All of this will help keep development costs low, which is critical for affordable-housing development, especially when you plan to keep rents below $500 a month, like those planned for Kahauiki. But these are mostly tactical issues. The trick to solving Hawaii’s affordable-housing crisis is to find strategies that will speed up development. That’s what makes Kahauiki so exciting, Kurisu says. It takes advantage of a wrinkle in state law to put the project on the fast track. But to fully appreciate this strategy, you first need to grasp just how complicated it normally is to build affordable housing.
The Standard Approach
Not surprisingly, the main impediment to building more affordable rental housing is money. This is especially true in Hawaii, where land costs so much. In fact, most affordable housing experts say such development is impossible unless the land is free. One solution is to use the zoning and entitlement process to require that developers dedicate a percentage of their market-priced projects to affordable housing. These “inclusionary rules” increase the stock of workforce housing. In booming Kakaako, for example, inclusionary rules have helped create a mixed-income community rather than just a wealthy enclave.

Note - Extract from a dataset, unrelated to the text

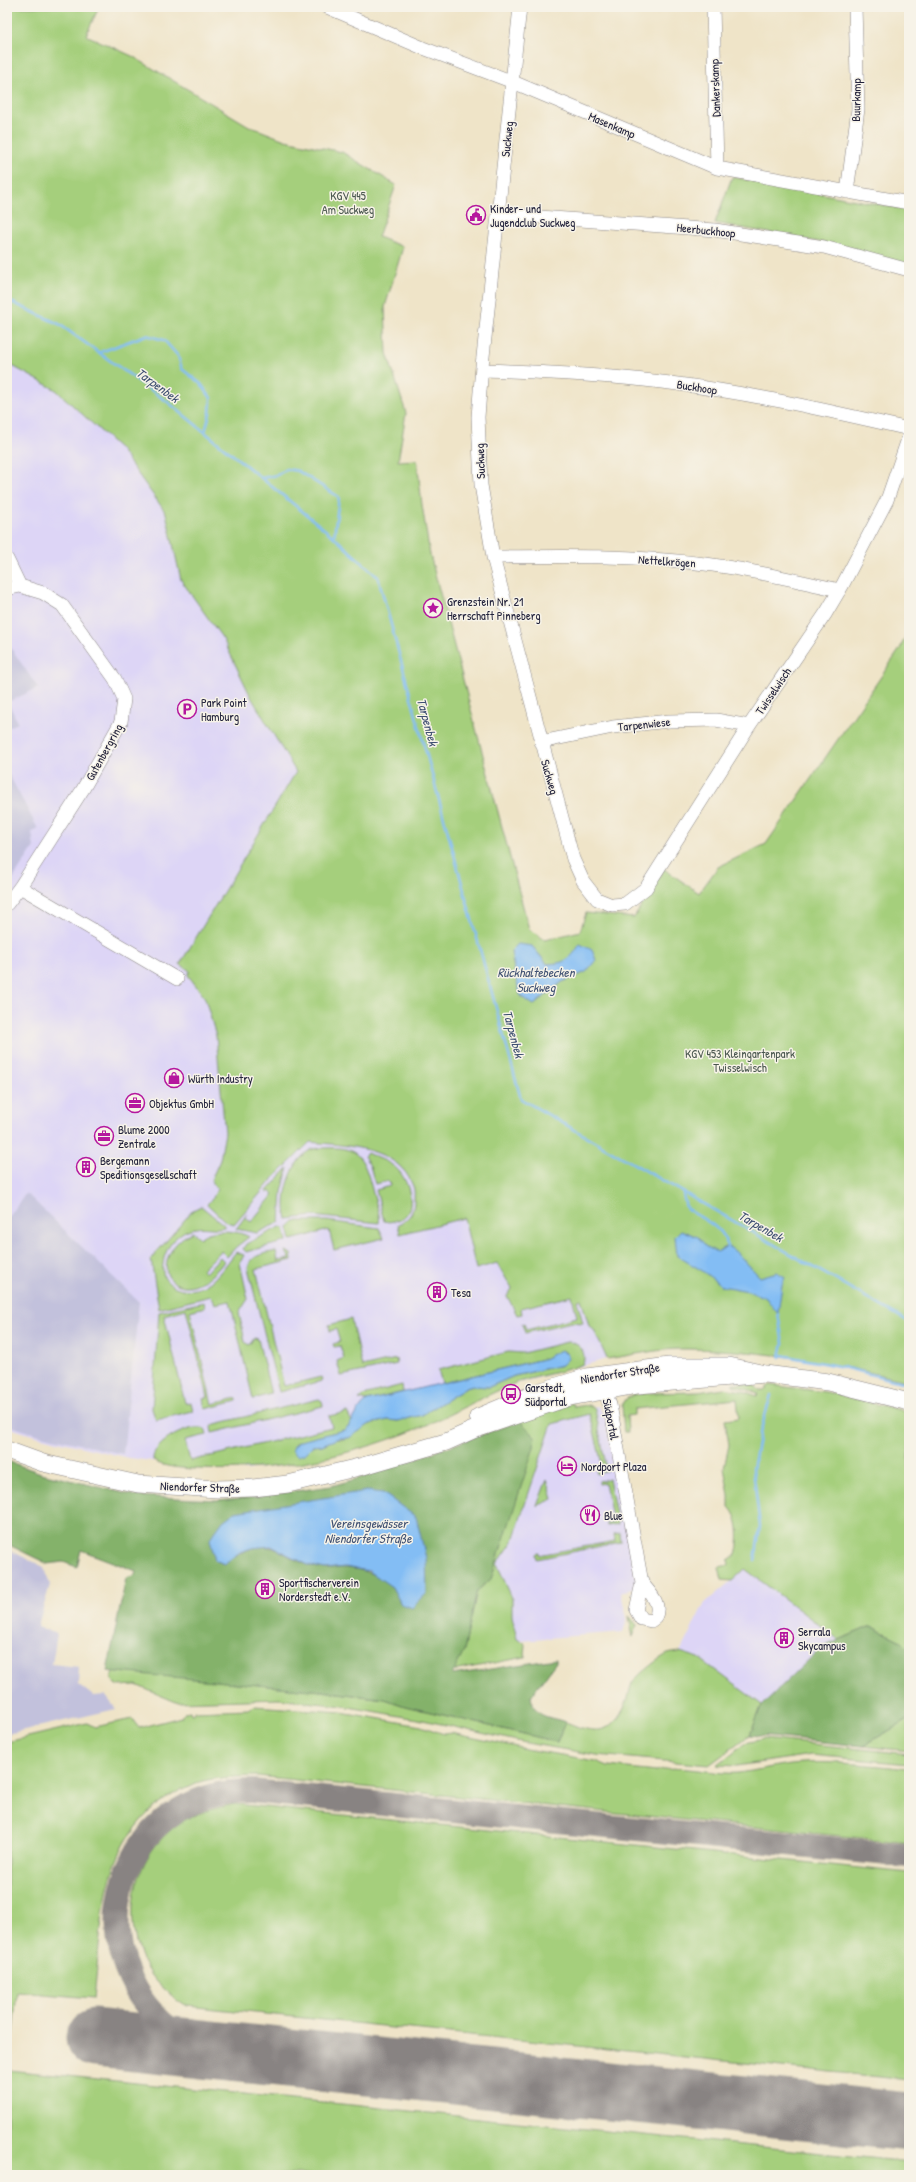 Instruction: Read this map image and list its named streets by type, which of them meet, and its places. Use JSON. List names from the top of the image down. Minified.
{"streets":{"main road":["Niendorfer Straße"],"street":["Dankerskamp","Buurkamp","Masenkamp","Suckweg","Heerbuckhoop","Buckhoop","Nettelkrögen","Twisselwisch","Tarpenwiese","Gutenbergring","Südportal"]},"crossings":[["Dankerskamp","Masenkamp"],["Buurkamp","Masenkamp"],["Masenkamp","Suckweg"],["Suckweg","Heerbuckhoop"],["Suckweg","Buckhoop"],["Suckweg","Nettelkrögen"],["Suckweg","Twisselwisch"],["Suckweg","Tarpenwiese"],["Nettelkrögen","Twisselwisch"],["Twisselwisch","Tarpenwiese"],["Niendorfer Straße","Südportal"]],"water":["Tarpenbek","Rückhaltebecken Suckweg","Vereinsgewässer Niendorfer Straße"],"parks":["KGV 445 Am Suckweg","KGV 453 Kleingartenpark Twisselwisch"],"places":{"public building":["Kinder- und Jugendclub Suckweg"],"place":["Grenzstein Nr. 21 Herrschaft Pinneberg"],"parking":["Park Point Hamburg"],"shop":["Würth Industry"],"office":["Objektus GmbH","Blume 2000 Zentrale"],"building":["Bergemann Speditionsgesellschaft","Tesa","Sportfischerverein Norderstedt e.V.","Serrala Skycampus"],"bus stop":["Garstedt, Südportal"],"hotel":["Nordport Plaza"],"restaurant":["Blue"]}}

Stanford Carr, one of the pre-eminent affordable housing developers in the state, says inclusionary rules are pretty much the norm across the country. “If you didn’t have them, what would be the incentive for the government to grant rezoning requests?”
But, he notes, sometimes the rules can become too onerous.
“Back in the late 1980s, there was a time when they imposed a 60 percent inclusionary requirement. That was overreaching and eventually shut the door on affordable-housing development. The state realized that and changed the law to 30 percent.”

Developer Stanford Carr stands in front of Halekauwila Place, a 204-unit affordable rental project that he finished in Kakaako in 2014. Rents and other income were far too little to cover the cost of construction, so Carr made up the difference with federal and state tax credits and a loan from the Hawaii Community Development Agency. Photo: Aaron Yoshino
But inclusionary rules, even thoughtful ones, aren’t a cure-all. For example, in most instances, they simply shift development costs from the affordable units to the market-rate units. Bit by bit, they exacerbate the high cost of housing for the rest of us. Moreover, most developers build for-sale units rather than rentals. And, while we need more affordable for-sale units, they aren’t effective housing solutions for low-income people, who have no down payment and don’t make enough to cover mortgage payments. Most affordable-housing advocates say these people need rentals. But putting together the financing to build low-income rentals is a complicated game of three-card monty.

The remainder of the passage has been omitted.